ACTIVITY:
Could you return all of the data exactly as given?
★ ★ ★ ★ ★
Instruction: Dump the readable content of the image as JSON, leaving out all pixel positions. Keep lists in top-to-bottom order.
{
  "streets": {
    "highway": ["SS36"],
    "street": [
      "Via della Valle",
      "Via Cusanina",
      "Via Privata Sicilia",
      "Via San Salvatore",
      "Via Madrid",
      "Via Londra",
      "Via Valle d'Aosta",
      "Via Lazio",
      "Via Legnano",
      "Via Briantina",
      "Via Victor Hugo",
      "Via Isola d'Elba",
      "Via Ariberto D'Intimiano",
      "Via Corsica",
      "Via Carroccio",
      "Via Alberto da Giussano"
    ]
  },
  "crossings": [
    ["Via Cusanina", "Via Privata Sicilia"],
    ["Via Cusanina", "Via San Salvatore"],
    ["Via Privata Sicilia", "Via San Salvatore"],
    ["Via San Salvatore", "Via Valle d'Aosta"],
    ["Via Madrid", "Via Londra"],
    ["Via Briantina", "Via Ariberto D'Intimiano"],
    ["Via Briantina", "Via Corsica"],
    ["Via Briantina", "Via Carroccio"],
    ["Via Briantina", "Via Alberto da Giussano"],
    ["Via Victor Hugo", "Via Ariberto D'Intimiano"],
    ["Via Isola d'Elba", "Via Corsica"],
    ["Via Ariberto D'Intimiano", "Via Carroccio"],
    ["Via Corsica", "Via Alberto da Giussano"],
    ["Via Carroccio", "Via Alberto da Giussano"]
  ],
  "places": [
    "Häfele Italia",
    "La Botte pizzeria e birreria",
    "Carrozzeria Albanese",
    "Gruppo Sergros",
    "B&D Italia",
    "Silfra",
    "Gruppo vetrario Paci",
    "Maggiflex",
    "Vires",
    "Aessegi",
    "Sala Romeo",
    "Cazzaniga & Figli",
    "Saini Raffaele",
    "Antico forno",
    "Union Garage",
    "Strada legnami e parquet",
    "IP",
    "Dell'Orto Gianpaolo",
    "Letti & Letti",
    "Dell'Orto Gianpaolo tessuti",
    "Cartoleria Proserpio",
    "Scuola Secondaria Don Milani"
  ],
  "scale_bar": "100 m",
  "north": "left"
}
★ ★ ★ ★ ★
TASK RESULT:
Instruction: Dump the readable content of the image as JSON, leaving out all pixel positions. Keep lists in top-to-bottom order.
{
  "streets": {
    "highway": ["SS36"],
    "street": [
      "Via della Valle",
      "Via Cusanina",
      "Via Privata Sicilia",
      "Via San Salvatore",
      "Via Madrid",
      "Via Londra",
      "Via Valle d'Aosta",
      "Via Lazio",
      "Via Legnano",
      "Via Briantina",
      "Via Victor Hugo",
      "Via Isola d'Elba",
      "Via Ariberto D'Intimiano",
      "Via Corsica",
      "Via Carroccio",
      "Via Alberto da Giussano"
    ]
  },
  "crossings": [
    ["Via Cusanina", "Via Privata Sicilia"],
    ["Via Cusanina", "Via San Salvatore"],
    ["Via Privata Sicilia", "Via San Salvatore"],
    ["Via San Salvatore", "Via Valle d'Aosta"],
    ["Via Madrid", "Via Londra"],
    ["Via Briantina", "Via Ariberto D'Intimiano"],
    ["Via Briantina", "Via Corsica"],
    ["Via Briantina", "Via Carroccio"],
    ["Via Briantina", "Via Alberto da Giussano"],
    ["Via Victor Hugo", "Via Ariberto D'Intimiano"],
    ["Via Isola d'Elba", "Via Corsica"],
    ["Via Ariberto D'Intimiano", "Via Carroccio"],
    ["Via Corsica", "Via Alberto da Giussano"],
    ["Via Carroccio", "Via Alberto da Giussano"]
  ],
  "places": [
    "Häfele Italia",
    "La Botte pizzeria e birreria",
    "Carrozzeria Albanese",
    "Gruppo Sergros",
    "B&D Italia",
    "Silfra",
    "Gruppo vetrario Paci",
    "Maggiflex",
    "Vires",
    "Aessegi",
    "Sala Romeo",
    "Cazzaniga & Figli",
    "Saini Raffaele",
    "Antico forno",
    "Union Garage",
    "Strada legnami e parquet",
    "IP",
    "Dell'Orto Gianpaolo",
    "Letti & Letti",
    "Dell'Orto Gianpaolo tessuti",
    "Cartoleria Proserpio",
    "Scuola Secondaria Don Milani"
  ],
  "scale_bar": "100 m",
  "north": "left"
}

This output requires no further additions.